● **EXERCISE DIRECTIONS**
What you return must match the data exactly, line for line.

--------------------------------------------------

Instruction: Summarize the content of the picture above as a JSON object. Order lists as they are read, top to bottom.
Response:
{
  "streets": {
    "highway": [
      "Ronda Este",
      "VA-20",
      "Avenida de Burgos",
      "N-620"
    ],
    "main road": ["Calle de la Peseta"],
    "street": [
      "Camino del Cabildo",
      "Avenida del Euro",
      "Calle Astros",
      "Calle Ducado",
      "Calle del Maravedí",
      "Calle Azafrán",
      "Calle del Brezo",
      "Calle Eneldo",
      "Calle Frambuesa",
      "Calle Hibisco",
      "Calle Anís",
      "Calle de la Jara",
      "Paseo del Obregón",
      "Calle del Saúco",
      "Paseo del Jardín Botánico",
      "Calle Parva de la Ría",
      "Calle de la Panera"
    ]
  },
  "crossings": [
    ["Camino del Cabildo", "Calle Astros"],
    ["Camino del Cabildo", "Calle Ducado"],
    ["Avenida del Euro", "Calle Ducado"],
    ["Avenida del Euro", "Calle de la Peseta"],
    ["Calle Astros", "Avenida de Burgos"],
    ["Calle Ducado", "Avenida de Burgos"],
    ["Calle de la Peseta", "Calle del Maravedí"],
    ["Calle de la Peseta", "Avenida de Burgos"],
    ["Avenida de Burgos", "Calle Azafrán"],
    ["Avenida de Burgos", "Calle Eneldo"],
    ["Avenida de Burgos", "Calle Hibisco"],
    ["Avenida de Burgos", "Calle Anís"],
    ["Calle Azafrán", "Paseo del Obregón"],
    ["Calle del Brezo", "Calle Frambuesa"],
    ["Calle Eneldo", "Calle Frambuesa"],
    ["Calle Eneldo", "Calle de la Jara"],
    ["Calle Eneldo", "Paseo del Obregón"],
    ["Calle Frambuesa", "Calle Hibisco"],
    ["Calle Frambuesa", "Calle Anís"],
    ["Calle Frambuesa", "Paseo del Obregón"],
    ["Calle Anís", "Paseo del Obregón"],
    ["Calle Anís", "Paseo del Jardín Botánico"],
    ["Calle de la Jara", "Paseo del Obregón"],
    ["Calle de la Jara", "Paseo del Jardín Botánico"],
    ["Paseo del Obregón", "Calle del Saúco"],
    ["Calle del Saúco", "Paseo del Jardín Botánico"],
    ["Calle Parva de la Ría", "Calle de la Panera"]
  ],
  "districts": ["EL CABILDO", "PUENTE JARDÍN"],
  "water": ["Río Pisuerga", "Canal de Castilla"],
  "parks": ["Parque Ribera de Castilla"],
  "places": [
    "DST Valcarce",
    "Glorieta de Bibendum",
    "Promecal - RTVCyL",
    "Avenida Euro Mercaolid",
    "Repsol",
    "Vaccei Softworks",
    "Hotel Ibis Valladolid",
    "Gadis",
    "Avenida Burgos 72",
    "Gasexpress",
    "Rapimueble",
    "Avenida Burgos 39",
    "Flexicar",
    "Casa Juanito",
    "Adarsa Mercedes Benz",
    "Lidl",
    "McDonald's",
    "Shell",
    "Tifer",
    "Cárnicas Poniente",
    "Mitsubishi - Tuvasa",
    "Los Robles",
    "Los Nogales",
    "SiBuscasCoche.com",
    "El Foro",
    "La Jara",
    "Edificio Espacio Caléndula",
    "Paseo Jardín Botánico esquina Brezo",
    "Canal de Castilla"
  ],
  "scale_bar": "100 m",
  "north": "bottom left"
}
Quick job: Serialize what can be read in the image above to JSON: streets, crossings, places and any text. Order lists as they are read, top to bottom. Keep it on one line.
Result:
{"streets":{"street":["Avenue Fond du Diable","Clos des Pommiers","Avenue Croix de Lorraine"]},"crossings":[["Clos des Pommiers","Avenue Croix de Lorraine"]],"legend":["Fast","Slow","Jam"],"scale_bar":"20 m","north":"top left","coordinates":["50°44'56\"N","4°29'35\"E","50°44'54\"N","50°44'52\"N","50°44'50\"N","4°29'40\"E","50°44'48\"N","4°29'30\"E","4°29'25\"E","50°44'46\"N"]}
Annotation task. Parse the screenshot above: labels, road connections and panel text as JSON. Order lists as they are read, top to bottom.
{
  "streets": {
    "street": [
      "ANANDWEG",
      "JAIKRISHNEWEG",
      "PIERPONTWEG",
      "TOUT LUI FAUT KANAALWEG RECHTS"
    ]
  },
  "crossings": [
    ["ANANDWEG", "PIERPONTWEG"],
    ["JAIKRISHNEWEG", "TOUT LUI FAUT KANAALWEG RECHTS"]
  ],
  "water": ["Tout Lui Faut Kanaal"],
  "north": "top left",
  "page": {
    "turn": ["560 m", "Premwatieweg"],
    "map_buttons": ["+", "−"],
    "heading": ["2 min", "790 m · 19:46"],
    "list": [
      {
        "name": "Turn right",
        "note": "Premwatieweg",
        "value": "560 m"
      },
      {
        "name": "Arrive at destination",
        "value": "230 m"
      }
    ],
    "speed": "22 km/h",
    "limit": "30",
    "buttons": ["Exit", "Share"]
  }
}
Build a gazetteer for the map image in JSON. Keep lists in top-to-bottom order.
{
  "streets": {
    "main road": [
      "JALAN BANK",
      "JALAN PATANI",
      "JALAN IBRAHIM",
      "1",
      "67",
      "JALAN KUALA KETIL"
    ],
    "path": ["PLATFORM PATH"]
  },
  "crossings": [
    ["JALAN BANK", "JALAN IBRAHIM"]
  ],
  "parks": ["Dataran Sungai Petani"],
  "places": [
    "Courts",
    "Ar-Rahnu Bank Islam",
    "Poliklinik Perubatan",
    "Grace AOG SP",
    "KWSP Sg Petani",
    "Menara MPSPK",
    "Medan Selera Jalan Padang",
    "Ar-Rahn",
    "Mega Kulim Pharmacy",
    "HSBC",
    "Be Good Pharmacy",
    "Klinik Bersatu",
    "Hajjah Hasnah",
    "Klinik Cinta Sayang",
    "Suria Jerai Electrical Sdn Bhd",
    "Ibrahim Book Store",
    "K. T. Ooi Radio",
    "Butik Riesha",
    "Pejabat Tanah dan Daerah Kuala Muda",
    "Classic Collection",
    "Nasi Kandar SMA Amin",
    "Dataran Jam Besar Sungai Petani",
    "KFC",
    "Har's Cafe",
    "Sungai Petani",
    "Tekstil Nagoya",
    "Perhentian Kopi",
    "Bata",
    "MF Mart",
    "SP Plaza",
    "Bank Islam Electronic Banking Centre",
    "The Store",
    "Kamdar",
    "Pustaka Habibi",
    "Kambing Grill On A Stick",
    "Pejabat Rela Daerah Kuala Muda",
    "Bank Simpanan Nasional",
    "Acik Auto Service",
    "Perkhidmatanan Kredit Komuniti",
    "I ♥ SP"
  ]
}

--------------------------------------------------

● **WRITTEN SOLUTION**
Instruction: Summarize the content of the picture above as a JSON object. Order lists as they are read, top to bottom.
Response:
{
  "streets": {
    "highway": [
      "Ronda Este",
      "VA-20",
      "Avenida de Burgos",
      "N-620"
    ],
    "main road": ["Calle de la Peseta"],
    "street": [
      "Camino del Cabildo",
      "Avenida del Euro",
      "Calle Astros",
      "Calle Ducado",
      "Calle del Maravedí",
      "Calle Azafrán",
      "Calle del Brezo",
      "Calle Eneldo",
      "Calle Frambuesa",
      "Calle Hibisco",
      "Calle Anís",
      "Calle de la Jara",
      "Paseo del Obregón",
      "Calle del Saúco",
      "Paseo del Jardín Botánico",
      "Calle Parva de la Ría",
      "Calle de la Panera"
    ]
  },
  "crossings": [
    ["Camino del Cabildo", "Calle Astros"],
    ["Camino del Cabildo", "Calle Ducado"],
    ["Avenida del Euro", "Calle Ducado"],
    ["Avenida del Euro", "Calle de la Peseta"],
    ["Calle Astros", "Avenida de Burgos"],
    ["Calle Ducado", "Avenida de Burgos"],
    ["Calle de la Peseta", "Calle del Maravedí"],
    ["Calle de la Peseta", "Avenida de Burgos"],
    ["Avenida de Burgos", "Calle Azafrán"],
    ["Avenida de Burgos", "Calle Eneldo"],
    ["Avenida de Burgos", "Calle Hibisco"],
    ["Avenida de Burgos", "Calle Anís"],
    ["Calle Azafrán", "Paseo del Obregón"],
    ["Calle del Brezo", "Calle Frambuesa"],
    ["Calle Eneldo", "Calle Frambuesa"],
    ["Calle Eneldo", "Calle de la Jara"],
    ["Calle Eneldo", "Paseo del Obregón"],
    ["Calle Frambuesa", "Calle Hibisco"],
    ["Calle Frambuesa", "Calle Anís"],
    ["Calle Frambuesa", "Paseo del Obregón"],
    ["Calle Anís", "Paseo del Obregón"],
    ["Calle Anís", "Paseo del Jardín Botánico"],
    ["Calle de la Jara", "Paseo del Obregón"],
    ["Calle de la Jara", "Paseo del Jardín Botánico"],
    ["Paseo del Obregón", "Calle del Saúco"],
    ["Calle del Saúco", "Paseo del Jardín Botánico"],
    ["Calle Parva de la Ría", "Calle de la Panera"]
  ],
  "districts": ["EL CABILDO", "PUENTE JARDÍN"],
  "water": ["Río Pisuerga", "Canal de Castilla"],
  "parks": ["Parque Ribera de Castilla"],
  "places": [
    "DST Valcarce",
    "Glorieta de Bibendum",
    "Promecal - RTVCyL",
    "Avenida Euro Mercaolid",
    "Repsol",
    "Vaccei Softworks",
    "Hotel Ibis Valladolid",
    "Gadis",
    "Avenida Burgos 72",
    "Gasexpress",
    "Rapimueble",
    "Avenida Burgos 39",
    "Flexicar",
    "Casa Juanito",
    "Adarsa Mercedes Benz",
    "Lidl",
    "McDonald's",
    "Shell",
    "Tifer",
    "Cárnicas Poniente",
    "Mitsubishi - Tuvasa",
    "Los Robles",
    "Los Nogales",
    "SiBuscasCoche.com",
    "El Foro",
    "La Jara",
    "Edificio Espacio Caléndula",
    "Paseo Jardín Botánico esquina Brezo",
    "Canal de Castilla"
  ],
  "scale_bar": "100 m",
  "north": "bottom left"
}
Quick job: Serialize what can be read in the image above to JSON: streets, crossings, places and any text. Order lists as they are read, top to bottom. Keep it on one line.
Result:
{"streets":{"street":["Avenue Fond du Diable","Clos des Pommiers","Avenue Croix de Lorraine"]},"crossings":[["Clos des Pommiers","Avenue Croix de Lorraine"]],"legend":["Fast","Slow","Jam"],"scale_bar":"20 m","north":"top left","coordinates":["50°44'56\"N","4°29'35\"E","50°44'54\"N","50°44'52\"N","50°44'50\"N","4°29'40\"E","50°44'48\"N","4°29'30\"E","4°29'25\"E","50°44'46\"N"]}
Annotation task. Parse the screenshot above: labels, road connections and panel text as JSON. Order lists as they are read, top to bottom.
{
  "streets": {
    "street": [
      "ANANDWEG",
      "JAIKRISHNEWEG",
      "PIERPONTWEG",
      "TOUT LUI FAUT KANAALWEG RECHTS"
    ]
  },
  "crossings": [
    ["ANANDWEG", "PIERPONTWEG"],
    ["JAIKRISHNEWEG", "TOUT LUI FAUT KANAALWEG RECHTS"]
  ],
  "water": ["Tout Lui Faut Kanaal"],
  "north": "top left",
  "page": {
    "turn": ["560 m", "Premwatieweg"],
    "map_buttons": ["+", "−"],
    "heading": ["2 min", "790 m · 19:46"],
    "list": [
      {
        "name": "Turn right",
        "note": "Premwatieweg",
        "value": "560 m"
      },
      {
        "name": "Arrive at destination",
        "value": "230 m"
      }
    ],
    "speed": "22 km/h",
    "limit": "30",
    "buttons": ["Exit", "Share"]
  }
}
Build a gazetteer for the map image in JSON. Keep lists in top-to-bottom order.
{
  "streets": {
    "main road": [
      "JALAN BANK",
      "JALAN PATANI",
      "JALAN IBRAHIM",
      "1",
      "67",
      "JALAN KUALA KETIL"
    ],
    "path": ["PLATFORM PATH"]
  },
  "crossings": [
    ["JALAN BANK", "JALAN IBRAHIM"]
  ],
  "parks": ["Dataran Sungai Petani"],
  "places": [
    "Courts",
    "Ar-Rahnu Bank Islam",
    "Poliklinik Perubatan",
    "Grace AOG SP",
    "KWSP Sg Petani",
    "Menara MPSPK",
    "Medan Selera Jalan Padang",
    "Ar-Rahn",
    "Mega Kulim Pharmacy",
    "HSBC",
    "Be Good Pharmacy",
    "Klinik Bersatu",
    "Hajjah Hasnah",
    "Klinik Cinta Sayang",
    "Suria Jerai Electrical Sdn Bhd",
    "Ibrahim Book Store",
    "K. T. Ooi Radio",
    "Butik Riesha",
    "Pejabat Tanah dan Daerah Kuala Muda",
    "Classic Collection",
    "Nasi Kandar SMA Amin",
    "Dataran Jam Besar Sungai Petani",
    "KFC",
    "Har's Cafe",
    "Sungai Petani",
    "Tekstil Nagoya",
    "Perhentian Kopi",
    "Bata",
    "MF Mart",
    "SP Plaza",
    "Bank Islam Electronic Banking Centre",
    "The Store",
    "Kamdar",
    "Pustaka Habibi",
    "Kambing Grill On A Stick",
    "Pejabat Rela Daerah Kuala Muda",
    "Bank Simpanan Nasional",
    "Acik Auto Service",
    "Perkhidmatanan Kredit Komuniti",
    "I ♥ SP"
  ]
}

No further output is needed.